-- DATA SHOWN follows --

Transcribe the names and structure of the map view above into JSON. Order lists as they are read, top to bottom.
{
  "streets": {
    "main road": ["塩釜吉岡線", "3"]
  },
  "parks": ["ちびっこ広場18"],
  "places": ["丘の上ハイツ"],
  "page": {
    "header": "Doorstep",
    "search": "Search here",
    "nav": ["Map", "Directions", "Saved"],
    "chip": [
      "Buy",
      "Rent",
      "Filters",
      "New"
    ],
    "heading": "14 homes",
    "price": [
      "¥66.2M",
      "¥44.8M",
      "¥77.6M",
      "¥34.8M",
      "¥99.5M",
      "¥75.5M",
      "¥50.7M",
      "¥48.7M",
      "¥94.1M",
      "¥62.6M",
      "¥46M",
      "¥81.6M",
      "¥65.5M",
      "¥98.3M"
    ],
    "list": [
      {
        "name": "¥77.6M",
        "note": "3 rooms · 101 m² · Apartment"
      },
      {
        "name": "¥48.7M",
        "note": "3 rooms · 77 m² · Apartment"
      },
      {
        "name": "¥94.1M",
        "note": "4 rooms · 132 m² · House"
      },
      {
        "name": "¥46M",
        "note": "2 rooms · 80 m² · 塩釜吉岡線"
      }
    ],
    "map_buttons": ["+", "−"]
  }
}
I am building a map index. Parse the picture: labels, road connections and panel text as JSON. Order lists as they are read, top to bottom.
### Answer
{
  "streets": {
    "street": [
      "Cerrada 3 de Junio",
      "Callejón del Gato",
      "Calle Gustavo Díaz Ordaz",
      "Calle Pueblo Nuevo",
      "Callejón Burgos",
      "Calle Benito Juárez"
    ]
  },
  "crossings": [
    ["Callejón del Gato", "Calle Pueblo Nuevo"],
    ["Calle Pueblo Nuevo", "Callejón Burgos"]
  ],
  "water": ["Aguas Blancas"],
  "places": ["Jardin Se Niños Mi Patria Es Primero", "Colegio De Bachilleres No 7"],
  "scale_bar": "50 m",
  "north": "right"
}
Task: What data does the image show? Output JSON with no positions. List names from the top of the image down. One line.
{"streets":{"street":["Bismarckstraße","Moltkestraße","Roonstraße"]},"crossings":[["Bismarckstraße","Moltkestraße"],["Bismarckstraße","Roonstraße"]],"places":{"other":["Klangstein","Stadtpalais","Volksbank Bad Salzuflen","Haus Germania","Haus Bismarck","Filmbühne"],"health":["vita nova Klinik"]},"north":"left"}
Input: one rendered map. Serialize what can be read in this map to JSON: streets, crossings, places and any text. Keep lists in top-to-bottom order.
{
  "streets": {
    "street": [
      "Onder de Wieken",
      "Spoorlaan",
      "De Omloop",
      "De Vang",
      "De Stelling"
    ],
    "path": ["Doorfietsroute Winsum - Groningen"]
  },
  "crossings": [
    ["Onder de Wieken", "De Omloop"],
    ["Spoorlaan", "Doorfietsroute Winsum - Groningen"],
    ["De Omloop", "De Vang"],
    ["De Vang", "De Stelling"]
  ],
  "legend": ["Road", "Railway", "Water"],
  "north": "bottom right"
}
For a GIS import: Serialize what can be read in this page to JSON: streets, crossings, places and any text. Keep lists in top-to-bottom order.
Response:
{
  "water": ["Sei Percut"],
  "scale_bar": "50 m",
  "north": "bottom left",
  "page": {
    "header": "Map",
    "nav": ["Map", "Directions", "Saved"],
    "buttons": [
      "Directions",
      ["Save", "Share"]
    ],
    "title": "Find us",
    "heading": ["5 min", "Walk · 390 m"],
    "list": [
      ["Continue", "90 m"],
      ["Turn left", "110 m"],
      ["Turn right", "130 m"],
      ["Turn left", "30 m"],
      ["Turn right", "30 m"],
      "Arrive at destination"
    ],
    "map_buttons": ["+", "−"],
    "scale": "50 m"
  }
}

-- DATA SHOWN concluded --

Having found the line that contains "For a GIS import: Serialize", set down that line and all the rest through the end of the records, exactly.

For a GIS import: Serialize what can be read in this page to JSON: streets, crossings, places and any text. Keep lists in top-to-bottom order.
Response:
{
  "water": ["Sei Percut"],
  "scale_bar": "50 m",
  "north": "bottom left",
  "page": {
    "header": "Map",
    "nav": ["Map", "Directions", "Saved"],
    "buttons": [
      "Directions",
      ["Save", "Share"]
    ],
    "title": "Find us",
    "heading": ["5 min", "Walk · 390 m"],
    "list": [
      ["Continue", "90 m"],
      ["Turn left", "110 m"],
      ["Turn right", "130 m"],
      ["Turn left", "30 m"],
      ["Turn right", "30 m"],
      "Arrive at destination"
    ],
    "map_buttons": ["+", "−"],
    "scale": "50 m"
  }
}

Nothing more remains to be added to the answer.